*** THE DATA Section Begins ***

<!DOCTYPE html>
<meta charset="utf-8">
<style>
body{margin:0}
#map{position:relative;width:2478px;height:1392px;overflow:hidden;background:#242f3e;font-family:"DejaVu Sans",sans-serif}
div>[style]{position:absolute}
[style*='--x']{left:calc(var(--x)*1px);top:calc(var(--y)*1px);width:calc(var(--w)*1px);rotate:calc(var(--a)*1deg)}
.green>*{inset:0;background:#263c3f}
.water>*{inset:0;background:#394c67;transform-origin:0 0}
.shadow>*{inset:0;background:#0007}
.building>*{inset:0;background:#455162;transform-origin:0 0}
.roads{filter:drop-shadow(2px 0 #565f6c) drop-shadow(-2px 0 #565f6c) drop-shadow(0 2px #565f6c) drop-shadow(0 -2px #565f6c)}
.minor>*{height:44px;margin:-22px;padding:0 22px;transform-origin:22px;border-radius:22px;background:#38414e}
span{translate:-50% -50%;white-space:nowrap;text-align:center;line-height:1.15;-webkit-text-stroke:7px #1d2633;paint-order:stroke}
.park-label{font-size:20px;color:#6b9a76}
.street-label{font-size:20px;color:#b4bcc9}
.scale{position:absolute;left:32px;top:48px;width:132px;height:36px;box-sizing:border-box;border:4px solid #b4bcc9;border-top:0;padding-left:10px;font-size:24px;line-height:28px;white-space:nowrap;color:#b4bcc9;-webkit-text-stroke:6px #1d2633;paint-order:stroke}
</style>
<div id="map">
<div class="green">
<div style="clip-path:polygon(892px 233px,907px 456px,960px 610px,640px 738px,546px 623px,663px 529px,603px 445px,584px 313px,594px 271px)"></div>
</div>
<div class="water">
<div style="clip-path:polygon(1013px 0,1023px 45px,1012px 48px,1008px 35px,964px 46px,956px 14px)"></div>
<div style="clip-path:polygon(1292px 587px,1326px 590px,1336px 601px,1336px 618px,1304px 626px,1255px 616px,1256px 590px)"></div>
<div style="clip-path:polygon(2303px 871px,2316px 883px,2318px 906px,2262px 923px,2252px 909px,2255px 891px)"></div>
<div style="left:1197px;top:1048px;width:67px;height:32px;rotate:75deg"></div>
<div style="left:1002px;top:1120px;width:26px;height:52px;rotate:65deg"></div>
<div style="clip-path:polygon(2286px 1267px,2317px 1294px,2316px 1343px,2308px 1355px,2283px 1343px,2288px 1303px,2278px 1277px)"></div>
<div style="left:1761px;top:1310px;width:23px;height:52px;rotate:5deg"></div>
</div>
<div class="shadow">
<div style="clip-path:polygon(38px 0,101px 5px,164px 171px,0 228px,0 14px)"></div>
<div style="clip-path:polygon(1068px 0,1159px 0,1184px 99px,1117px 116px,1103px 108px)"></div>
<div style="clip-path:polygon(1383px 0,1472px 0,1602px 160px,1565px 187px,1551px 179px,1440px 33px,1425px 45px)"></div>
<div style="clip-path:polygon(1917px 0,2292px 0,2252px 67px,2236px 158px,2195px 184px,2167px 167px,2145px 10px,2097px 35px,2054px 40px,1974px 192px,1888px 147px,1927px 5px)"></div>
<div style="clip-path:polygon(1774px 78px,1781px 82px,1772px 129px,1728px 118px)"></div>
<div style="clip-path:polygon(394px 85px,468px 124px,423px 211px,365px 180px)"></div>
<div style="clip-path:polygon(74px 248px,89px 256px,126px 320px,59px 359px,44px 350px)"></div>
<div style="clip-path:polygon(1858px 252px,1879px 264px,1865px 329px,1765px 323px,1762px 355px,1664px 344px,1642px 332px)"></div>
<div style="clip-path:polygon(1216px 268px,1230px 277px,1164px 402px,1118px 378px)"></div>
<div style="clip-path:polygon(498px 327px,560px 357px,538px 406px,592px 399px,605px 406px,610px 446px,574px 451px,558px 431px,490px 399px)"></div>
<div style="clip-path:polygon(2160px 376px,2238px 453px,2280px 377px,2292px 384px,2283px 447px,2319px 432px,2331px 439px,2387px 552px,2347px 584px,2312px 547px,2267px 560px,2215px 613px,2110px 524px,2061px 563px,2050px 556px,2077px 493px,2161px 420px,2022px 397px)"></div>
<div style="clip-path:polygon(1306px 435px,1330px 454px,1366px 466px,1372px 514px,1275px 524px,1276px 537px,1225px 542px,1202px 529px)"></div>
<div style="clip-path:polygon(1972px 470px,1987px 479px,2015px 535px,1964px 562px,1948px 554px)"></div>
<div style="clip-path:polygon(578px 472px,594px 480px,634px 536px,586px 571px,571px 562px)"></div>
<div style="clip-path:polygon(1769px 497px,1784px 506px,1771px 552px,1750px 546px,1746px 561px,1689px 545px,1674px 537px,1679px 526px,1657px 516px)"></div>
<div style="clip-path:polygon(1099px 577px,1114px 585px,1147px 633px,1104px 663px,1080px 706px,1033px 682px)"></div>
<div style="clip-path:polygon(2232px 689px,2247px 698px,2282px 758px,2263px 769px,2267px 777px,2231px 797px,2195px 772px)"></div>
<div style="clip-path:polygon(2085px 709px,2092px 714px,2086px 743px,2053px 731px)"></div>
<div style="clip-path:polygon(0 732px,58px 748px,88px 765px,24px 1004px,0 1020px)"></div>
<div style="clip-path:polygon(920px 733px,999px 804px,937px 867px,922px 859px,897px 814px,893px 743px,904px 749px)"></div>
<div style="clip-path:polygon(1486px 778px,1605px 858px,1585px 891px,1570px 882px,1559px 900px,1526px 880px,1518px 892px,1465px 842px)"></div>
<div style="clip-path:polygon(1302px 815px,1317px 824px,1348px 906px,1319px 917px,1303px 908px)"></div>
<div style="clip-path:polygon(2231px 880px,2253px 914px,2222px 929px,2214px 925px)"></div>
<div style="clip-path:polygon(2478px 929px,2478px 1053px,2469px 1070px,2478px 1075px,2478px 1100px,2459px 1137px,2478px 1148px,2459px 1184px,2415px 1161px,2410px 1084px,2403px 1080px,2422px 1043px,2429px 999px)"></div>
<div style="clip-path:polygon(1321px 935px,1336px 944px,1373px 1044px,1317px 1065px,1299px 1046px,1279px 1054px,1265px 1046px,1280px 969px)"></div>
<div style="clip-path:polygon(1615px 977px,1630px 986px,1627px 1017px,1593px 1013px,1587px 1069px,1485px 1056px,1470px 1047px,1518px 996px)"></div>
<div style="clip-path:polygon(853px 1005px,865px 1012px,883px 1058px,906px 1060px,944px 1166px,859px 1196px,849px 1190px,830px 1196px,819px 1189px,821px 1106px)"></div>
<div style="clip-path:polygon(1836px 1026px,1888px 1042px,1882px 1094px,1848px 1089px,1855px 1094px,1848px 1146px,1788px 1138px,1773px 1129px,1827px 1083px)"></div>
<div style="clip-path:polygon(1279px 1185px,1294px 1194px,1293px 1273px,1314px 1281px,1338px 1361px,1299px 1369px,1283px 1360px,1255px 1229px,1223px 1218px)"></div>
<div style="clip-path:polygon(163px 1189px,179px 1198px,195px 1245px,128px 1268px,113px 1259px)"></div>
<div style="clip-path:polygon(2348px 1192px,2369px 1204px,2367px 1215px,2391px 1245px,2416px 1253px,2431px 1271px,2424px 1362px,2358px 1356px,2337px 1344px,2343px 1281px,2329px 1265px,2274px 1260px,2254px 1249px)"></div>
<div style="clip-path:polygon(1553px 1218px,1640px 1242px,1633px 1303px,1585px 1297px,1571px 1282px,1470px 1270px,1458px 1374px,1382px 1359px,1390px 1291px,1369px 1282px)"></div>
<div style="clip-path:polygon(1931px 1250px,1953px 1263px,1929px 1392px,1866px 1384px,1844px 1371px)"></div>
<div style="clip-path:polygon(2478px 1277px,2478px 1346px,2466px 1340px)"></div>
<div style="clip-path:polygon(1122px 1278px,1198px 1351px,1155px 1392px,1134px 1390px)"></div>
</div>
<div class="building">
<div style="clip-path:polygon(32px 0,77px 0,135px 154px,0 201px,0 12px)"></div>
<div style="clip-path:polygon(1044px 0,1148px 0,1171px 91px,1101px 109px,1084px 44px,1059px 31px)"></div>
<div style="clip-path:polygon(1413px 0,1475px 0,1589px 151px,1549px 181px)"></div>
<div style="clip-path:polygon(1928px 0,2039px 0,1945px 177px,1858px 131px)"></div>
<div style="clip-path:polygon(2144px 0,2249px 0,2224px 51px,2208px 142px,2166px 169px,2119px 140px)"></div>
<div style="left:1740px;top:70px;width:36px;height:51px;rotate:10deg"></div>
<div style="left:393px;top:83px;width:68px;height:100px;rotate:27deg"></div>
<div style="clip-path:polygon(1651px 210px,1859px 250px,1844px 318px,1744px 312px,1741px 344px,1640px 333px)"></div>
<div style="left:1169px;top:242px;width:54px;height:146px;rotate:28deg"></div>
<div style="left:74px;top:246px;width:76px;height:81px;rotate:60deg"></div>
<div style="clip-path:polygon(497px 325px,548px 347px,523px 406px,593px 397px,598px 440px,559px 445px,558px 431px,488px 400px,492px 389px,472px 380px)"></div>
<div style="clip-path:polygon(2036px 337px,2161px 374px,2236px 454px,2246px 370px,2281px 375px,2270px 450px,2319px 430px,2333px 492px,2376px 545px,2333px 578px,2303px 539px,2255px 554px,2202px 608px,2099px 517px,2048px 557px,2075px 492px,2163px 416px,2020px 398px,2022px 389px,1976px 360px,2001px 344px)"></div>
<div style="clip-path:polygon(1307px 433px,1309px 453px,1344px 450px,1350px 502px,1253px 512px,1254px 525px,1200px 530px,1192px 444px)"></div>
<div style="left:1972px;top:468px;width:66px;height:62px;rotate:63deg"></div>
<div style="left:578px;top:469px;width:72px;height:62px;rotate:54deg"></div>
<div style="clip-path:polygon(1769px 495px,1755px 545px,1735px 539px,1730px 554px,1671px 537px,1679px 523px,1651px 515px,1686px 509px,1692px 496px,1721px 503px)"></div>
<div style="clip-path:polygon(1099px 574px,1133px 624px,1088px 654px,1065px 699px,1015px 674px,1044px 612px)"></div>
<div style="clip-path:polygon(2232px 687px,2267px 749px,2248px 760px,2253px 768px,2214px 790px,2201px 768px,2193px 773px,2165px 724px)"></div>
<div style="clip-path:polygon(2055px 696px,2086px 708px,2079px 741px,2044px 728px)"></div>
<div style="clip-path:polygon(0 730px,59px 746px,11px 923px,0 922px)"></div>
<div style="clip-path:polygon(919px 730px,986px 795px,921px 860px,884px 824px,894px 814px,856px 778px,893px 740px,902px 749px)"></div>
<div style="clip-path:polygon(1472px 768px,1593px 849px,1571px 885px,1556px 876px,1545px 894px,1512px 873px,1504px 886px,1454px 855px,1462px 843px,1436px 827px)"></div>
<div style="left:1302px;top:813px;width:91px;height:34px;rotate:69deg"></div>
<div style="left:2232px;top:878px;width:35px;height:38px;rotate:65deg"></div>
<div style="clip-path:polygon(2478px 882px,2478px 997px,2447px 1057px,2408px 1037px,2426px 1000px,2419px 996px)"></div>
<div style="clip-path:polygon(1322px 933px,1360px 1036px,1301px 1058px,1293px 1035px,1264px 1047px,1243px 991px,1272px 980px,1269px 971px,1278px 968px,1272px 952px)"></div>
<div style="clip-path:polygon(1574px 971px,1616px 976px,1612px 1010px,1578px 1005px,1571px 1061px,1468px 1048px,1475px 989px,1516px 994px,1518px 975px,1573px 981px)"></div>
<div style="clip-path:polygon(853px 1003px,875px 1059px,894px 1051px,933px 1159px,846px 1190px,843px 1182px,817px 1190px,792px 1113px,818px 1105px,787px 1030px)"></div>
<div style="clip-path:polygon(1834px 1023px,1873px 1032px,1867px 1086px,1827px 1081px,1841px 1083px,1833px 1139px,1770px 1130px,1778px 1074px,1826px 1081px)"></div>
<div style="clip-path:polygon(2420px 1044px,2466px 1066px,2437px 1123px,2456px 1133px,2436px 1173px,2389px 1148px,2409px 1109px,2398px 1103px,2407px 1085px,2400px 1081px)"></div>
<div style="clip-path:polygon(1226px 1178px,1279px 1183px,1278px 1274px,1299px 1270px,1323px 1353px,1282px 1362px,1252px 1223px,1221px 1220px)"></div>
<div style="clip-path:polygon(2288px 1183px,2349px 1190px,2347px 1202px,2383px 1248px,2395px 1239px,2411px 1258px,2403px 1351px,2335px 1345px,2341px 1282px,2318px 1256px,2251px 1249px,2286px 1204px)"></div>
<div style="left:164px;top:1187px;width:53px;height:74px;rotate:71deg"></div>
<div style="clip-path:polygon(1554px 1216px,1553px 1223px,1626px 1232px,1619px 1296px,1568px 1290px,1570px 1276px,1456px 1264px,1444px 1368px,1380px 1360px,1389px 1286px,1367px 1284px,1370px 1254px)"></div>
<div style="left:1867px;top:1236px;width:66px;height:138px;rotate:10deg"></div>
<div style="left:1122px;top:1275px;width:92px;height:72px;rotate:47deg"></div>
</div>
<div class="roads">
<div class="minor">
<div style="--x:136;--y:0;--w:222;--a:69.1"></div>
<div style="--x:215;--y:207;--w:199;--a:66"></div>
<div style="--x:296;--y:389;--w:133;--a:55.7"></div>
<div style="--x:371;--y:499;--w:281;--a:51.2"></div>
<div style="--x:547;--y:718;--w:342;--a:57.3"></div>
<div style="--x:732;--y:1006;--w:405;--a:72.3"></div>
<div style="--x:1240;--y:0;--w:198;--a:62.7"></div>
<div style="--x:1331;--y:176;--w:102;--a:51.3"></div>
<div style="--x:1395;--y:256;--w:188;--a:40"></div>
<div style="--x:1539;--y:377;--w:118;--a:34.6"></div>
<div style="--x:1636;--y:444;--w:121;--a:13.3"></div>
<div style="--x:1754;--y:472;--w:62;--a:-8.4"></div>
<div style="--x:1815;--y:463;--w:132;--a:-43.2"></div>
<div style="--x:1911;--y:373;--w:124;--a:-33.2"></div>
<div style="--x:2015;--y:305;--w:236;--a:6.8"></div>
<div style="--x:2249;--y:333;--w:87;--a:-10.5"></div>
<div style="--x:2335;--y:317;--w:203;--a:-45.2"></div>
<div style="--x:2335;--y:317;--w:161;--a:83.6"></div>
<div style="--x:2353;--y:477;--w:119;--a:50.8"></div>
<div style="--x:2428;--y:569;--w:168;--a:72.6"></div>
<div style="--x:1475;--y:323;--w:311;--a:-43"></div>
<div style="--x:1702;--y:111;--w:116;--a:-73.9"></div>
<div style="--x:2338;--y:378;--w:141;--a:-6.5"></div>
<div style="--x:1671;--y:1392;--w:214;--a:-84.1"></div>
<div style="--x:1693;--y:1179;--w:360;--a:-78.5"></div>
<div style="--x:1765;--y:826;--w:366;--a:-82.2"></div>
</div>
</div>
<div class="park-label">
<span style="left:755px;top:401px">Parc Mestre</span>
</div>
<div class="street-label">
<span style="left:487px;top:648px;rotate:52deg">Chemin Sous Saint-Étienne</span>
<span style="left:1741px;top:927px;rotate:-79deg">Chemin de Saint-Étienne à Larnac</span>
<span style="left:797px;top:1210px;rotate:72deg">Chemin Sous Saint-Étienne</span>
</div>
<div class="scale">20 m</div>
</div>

*** THE DATA Section Ends ***

EXERCISE PROMPT
Please return exactly the lines from the first line of the material through the one with "0 #565f6c) drop-shadow(-2px", and no lines after it.

ANSWER FOR THE TASK
<!DOCTYPE html>
<meta charset="utf-8">
<style>
body{margin:0}
#map{position:relative;width:2478px;height:1392px;overflow:hidden;background:#242f3e;font-family:"DejaVu Sans",sans-serif}
div>[style]{position:absolute}
[style*='--x']{left:calc(var(--x)*1px);top:calc(var(--y)*1px);width:calc(var(--w)*1px);rotate:calc(var(--a)*1deg)}
.green>*{inset:0;background:#263c3f}
.water>*{inset:0;background:#394c67;transform-origin:0 0}
.shadow>*{inset:0;background:#0007}
.building>*{inset:0;background:#455162;transform-origin:0 0}
.roads{filter:drop-shadow(2px 0 #565f6c) drop-shadow(-2px 0 #565f6c) drop-shadow(0 2px #565f6c) drop-shadow(0 -2px #565f6c)}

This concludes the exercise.